======== Materials provided

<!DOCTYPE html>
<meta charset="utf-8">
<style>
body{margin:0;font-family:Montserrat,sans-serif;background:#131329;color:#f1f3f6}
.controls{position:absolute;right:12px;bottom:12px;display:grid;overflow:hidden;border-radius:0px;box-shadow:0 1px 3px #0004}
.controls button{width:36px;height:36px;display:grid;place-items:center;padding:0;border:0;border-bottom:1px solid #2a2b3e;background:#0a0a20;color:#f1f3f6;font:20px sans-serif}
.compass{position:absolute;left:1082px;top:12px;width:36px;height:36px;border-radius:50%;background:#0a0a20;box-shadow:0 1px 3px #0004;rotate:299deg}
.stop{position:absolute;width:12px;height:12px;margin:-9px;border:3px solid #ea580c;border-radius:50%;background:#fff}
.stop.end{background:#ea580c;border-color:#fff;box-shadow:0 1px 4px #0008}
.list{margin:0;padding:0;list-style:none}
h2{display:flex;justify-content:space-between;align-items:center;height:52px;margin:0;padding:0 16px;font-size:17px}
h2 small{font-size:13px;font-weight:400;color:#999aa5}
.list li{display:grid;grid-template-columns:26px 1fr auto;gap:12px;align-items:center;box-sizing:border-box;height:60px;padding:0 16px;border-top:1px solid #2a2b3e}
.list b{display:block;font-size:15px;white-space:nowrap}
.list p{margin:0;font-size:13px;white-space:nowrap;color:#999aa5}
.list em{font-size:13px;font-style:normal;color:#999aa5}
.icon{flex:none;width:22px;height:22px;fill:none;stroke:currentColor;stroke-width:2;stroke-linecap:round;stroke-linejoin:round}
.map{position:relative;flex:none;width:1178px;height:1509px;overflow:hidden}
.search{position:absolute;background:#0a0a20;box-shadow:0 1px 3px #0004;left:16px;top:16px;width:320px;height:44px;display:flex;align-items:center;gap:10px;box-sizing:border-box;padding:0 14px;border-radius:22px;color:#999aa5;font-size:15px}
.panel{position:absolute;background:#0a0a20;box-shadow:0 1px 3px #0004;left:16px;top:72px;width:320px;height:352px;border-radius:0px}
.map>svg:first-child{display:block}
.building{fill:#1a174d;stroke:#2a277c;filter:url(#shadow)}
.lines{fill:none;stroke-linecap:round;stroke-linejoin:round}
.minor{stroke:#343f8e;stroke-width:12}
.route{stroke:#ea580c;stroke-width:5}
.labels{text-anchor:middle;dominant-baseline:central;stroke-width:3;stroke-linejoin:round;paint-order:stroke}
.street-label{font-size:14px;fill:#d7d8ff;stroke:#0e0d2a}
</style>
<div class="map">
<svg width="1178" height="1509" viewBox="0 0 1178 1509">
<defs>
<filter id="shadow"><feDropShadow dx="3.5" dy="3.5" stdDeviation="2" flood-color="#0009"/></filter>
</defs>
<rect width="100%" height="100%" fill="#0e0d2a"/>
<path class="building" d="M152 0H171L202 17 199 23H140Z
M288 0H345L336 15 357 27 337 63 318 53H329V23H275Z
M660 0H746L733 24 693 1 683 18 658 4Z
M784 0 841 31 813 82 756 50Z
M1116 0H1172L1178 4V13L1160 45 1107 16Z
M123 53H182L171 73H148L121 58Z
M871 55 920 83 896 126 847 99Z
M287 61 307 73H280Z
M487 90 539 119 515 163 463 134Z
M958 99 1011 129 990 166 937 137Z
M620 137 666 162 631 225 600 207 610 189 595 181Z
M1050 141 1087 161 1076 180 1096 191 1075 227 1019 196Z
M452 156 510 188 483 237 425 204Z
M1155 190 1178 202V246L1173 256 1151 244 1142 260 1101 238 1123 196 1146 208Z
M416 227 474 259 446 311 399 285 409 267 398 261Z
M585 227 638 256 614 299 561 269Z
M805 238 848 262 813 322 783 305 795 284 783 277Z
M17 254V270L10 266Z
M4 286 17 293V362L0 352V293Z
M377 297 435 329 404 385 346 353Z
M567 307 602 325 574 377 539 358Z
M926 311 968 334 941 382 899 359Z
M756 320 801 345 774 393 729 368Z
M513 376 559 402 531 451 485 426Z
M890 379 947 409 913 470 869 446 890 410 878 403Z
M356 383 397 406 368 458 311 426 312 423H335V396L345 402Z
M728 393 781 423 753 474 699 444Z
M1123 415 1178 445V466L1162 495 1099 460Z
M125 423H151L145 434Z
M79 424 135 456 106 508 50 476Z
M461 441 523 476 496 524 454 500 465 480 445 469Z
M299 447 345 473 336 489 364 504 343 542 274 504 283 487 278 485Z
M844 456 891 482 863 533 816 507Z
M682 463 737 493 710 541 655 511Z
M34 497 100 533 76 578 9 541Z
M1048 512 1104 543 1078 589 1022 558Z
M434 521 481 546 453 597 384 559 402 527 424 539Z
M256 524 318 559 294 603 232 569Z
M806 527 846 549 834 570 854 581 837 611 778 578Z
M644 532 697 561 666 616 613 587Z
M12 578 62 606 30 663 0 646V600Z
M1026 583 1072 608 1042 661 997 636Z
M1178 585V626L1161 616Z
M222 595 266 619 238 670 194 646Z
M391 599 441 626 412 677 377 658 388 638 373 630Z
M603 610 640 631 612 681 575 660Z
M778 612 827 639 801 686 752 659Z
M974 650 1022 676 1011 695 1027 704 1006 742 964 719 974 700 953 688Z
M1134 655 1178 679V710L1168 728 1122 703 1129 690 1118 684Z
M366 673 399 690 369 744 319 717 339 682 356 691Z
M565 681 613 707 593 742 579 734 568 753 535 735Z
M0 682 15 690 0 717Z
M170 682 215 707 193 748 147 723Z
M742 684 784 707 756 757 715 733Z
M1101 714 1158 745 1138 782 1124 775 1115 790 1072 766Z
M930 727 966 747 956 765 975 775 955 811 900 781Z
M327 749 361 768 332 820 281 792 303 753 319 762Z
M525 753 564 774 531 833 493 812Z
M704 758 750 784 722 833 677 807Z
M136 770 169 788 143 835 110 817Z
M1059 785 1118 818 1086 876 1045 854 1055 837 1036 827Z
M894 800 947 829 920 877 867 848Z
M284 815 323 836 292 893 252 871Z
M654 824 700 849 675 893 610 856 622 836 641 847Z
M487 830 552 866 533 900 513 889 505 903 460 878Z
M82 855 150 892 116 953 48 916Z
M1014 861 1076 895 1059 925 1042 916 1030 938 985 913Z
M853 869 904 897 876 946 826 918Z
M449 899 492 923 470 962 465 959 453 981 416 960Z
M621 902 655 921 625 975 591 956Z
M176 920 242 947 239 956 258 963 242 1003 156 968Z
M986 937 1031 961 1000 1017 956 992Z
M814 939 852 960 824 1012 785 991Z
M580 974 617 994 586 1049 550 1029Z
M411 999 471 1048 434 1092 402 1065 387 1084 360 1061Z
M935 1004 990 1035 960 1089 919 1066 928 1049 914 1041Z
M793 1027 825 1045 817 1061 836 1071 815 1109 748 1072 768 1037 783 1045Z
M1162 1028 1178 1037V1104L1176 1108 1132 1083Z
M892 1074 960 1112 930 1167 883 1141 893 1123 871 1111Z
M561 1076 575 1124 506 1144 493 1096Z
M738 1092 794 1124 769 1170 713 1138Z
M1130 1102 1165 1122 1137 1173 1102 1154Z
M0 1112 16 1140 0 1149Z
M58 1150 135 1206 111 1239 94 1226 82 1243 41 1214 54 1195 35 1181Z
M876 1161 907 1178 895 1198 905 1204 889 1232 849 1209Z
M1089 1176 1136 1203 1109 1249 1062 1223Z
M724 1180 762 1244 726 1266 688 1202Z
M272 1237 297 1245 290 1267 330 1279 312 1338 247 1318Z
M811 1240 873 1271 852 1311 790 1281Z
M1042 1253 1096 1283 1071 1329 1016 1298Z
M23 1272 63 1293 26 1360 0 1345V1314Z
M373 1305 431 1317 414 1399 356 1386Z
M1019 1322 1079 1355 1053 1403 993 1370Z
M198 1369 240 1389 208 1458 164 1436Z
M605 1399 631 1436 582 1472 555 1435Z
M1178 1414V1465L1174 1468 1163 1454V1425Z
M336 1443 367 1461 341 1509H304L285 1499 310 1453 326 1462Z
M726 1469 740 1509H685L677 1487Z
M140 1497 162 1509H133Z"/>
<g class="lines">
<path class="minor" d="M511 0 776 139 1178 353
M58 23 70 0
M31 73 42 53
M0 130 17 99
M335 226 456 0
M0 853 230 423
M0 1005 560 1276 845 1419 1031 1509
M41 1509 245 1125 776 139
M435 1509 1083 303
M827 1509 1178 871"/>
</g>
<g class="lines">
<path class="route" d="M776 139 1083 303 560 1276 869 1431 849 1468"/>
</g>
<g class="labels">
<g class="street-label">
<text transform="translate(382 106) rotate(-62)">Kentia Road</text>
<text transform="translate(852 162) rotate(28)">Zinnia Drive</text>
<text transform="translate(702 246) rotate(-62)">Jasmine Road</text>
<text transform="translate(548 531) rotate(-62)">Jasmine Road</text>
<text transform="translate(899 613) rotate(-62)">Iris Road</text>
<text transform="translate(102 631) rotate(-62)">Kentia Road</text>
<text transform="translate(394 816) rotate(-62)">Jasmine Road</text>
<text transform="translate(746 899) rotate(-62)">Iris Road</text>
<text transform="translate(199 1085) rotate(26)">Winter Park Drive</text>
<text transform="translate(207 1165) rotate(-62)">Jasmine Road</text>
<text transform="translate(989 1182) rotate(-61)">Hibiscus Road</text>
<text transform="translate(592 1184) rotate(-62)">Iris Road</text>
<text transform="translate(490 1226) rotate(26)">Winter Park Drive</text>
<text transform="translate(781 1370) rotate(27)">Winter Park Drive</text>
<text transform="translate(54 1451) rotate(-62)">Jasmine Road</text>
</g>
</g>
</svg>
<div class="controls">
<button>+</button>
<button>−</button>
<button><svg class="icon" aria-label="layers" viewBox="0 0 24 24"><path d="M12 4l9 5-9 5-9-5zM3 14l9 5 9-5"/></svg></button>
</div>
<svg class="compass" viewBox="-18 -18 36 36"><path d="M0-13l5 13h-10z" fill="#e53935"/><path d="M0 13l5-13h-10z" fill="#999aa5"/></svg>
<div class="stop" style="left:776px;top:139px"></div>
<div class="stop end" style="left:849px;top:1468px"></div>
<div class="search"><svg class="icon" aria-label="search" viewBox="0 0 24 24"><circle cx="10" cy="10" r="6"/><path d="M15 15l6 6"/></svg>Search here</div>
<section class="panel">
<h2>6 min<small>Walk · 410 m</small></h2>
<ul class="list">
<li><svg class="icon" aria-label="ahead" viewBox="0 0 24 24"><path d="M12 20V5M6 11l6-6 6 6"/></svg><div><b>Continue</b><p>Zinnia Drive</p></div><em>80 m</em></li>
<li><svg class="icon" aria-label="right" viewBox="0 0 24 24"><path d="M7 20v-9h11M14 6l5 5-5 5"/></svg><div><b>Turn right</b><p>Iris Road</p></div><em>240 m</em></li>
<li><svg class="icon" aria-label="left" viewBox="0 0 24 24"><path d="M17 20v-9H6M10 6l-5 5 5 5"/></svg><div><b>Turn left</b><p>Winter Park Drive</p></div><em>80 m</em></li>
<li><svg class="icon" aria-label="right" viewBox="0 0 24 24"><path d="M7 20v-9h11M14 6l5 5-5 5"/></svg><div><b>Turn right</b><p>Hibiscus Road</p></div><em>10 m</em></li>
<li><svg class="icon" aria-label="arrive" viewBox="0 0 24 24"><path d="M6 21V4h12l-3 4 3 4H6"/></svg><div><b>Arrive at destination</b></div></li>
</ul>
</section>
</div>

================
======== Materials provided

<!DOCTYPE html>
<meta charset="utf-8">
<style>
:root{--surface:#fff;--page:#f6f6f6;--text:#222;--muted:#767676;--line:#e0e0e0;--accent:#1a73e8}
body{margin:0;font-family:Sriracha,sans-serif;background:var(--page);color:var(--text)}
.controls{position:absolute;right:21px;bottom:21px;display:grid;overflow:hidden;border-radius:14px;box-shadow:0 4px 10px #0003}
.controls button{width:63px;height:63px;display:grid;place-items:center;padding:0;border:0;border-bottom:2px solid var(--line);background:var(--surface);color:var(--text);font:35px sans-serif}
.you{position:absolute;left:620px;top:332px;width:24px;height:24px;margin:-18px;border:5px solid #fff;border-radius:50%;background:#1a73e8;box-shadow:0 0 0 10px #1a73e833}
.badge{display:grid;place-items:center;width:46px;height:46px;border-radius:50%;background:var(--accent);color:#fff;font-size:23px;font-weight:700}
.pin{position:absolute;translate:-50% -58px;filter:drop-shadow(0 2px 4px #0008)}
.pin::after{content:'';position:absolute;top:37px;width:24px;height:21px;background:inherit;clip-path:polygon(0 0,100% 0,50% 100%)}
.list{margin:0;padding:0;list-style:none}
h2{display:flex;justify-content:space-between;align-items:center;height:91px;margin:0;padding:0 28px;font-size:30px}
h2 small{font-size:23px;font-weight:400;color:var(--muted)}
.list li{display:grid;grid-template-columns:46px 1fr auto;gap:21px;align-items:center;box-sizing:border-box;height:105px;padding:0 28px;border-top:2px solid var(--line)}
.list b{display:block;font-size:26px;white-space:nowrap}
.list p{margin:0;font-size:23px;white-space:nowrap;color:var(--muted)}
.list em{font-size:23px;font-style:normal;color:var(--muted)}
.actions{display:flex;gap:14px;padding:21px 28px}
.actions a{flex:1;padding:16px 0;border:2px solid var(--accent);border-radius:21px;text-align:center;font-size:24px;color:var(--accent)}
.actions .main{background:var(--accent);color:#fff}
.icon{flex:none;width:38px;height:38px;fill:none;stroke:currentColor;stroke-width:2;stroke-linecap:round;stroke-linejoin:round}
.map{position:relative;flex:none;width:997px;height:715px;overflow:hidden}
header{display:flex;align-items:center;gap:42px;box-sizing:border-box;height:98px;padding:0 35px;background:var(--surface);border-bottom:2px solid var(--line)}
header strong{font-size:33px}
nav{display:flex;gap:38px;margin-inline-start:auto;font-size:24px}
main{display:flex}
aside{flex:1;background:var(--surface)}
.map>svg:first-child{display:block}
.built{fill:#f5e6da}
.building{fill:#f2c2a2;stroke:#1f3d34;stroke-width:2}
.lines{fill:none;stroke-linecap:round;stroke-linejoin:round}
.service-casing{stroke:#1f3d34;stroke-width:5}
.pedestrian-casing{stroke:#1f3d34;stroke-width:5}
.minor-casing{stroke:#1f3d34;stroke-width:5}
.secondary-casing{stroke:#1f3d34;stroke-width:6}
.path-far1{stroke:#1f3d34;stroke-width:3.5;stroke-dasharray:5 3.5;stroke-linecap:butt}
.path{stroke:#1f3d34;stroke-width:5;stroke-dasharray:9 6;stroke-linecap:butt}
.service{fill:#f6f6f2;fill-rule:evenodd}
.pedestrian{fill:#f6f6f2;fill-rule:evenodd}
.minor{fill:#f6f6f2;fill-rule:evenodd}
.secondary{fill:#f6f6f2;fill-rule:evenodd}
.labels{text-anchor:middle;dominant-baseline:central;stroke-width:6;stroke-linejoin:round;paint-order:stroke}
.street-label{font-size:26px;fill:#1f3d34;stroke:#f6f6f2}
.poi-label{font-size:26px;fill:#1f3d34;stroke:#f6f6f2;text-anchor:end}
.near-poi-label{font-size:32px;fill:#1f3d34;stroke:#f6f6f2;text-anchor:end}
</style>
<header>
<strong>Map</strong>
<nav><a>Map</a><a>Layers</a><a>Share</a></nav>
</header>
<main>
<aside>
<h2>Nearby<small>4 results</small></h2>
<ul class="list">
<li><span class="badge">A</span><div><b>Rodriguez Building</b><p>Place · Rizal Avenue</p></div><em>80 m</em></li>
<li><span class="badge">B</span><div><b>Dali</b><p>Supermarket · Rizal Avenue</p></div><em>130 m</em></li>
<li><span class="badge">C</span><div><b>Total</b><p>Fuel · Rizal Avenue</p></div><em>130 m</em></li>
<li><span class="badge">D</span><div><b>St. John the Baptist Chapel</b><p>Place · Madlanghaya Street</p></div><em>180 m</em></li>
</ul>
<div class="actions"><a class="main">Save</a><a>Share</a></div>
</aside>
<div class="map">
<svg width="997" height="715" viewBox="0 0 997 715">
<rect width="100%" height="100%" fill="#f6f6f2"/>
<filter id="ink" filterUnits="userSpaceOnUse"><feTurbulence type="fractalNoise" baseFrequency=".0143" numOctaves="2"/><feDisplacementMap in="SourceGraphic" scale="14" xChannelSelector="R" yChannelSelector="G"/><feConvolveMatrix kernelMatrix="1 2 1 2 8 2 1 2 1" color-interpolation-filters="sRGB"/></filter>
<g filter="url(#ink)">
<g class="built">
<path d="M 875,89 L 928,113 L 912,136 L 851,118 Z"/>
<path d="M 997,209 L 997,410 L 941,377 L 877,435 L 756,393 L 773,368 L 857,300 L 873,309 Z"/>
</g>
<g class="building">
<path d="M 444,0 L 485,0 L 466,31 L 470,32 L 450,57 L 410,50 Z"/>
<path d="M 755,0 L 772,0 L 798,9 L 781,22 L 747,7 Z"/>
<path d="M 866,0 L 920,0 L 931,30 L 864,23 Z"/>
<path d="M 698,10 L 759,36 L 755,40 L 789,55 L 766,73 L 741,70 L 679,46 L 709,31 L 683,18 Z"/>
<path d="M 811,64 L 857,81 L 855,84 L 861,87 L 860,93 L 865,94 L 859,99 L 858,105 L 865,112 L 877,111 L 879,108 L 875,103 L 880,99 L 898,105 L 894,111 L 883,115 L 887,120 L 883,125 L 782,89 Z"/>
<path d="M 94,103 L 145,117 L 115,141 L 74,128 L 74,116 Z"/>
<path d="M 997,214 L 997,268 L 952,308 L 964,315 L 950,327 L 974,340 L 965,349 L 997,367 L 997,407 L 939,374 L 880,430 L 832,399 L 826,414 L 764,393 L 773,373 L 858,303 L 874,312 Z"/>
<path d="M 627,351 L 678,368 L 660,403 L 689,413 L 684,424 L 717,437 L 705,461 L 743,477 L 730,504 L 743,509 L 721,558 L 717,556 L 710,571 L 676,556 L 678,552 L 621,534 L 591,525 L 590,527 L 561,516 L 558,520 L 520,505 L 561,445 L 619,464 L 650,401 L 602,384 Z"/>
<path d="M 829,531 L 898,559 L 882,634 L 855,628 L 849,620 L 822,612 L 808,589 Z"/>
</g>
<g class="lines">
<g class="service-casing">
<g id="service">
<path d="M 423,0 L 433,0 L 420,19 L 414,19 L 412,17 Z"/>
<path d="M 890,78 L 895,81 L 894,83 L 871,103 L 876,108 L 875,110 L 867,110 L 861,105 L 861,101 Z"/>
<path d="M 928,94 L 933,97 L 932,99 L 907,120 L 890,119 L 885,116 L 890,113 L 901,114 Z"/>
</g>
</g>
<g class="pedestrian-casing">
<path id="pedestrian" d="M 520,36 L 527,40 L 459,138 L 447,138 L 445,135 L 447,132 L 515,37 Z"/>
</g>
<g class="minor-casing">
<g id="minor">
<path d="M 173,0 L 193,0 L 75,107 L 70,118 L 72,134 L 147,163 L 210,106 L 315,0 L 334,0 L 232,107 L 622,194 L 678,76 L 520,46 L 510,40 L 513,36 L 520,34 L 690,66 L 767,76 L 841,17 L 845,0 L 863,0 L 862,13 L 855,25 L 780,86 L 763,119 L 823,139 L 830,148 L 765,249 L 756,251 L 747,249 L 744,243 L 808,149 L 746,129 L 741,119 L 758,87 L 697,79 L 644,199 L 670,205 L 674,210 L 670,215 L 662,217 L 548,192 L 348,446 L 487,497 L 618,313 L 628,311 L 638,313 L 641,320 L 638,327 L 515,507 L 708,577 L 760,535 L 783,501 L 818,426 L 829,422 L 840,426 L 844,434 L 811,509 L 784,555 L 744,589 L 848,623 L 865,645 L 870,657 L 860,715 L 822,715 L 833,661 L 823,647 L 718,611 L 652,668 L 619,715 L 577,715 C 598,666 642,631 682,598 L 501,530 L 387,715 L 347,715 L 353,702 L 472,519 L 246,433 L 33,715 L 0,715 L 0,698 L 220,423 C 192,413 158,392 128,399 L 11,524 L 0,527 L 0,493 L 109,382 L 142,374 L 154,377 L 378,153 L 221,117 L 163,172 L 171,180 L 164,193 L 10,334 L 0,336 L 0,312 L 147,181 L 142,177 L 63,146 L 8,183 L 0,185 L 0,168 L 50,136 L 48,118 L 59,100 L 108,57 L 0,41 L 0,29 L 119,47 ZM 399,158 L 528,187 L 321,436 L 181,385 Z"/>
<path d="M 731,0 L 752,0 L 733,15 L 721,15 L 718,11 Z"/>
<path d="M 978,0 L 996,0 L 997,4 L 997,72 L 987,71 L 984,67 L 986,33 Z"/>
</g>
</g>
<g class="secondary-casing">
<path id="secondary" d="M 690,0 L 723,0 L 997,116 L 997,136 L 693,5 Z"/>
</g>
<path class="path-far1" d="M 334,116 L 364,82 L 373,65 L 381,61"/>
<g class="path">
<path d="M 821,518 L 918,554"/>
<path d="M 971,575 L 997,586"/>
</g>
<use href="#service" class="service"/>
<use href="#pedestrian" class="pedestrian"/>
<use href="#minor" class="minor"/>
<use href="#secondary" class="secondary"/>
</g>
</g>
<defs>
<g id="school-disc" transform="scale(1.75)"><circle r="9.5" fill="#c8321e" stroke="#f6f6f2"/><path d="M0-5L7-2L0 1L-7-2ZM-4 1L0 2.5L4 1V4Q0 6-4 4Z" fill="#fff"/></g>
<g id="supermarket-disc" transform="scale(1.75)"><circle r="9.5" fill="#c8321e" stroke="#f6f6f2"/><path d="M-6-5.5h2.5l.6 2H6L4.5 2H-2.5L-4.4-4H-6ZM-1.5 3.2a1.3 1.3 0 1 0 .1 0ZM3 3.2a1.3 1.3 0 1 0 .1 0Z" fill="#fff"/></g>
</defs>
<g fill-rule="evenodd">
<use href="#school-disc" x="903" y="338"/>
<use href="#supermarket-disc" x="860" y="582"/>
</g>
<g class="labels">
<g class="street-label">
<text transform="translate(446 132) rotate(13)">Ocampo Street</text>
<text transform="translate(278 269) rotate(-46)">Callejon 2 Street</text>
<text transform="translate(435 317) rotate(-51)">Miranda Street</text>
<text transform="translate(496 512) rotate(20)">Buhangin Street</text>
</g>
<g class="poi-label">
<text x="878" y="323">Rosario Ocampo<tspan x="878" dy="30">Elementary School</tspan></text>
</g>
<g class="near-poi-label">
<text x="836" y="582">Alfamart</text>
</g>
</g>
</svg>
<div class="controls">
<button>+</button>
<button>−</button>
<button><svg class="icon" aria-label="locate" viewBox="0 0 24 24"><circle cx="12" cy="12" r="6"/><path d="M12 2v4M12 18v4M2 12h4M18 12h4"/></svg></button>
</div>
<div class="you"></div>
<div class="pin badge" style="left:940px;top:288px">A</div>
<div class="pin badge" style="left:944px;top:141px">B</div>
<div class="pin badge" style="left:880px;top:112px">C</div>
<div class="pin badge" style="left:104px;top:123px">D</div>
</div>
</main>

================

** Instructions to follow **
Take every line above that includes "template" and list it.

** Task answer **
.list li{display:grid;grid-template-columns:26px 1fr auto;gap:12px;align-items:center;box-sizing:border-box;height:60px;padding:0 16px;border-top:1px solid #2a2b3e}
.list li{display:grid;grid-template-columns:46px 1fr auto;gap:21px;align-items:center;box-sizing:border-box;height:105px;padding:0 28px;border-top:2px solid var(--line)}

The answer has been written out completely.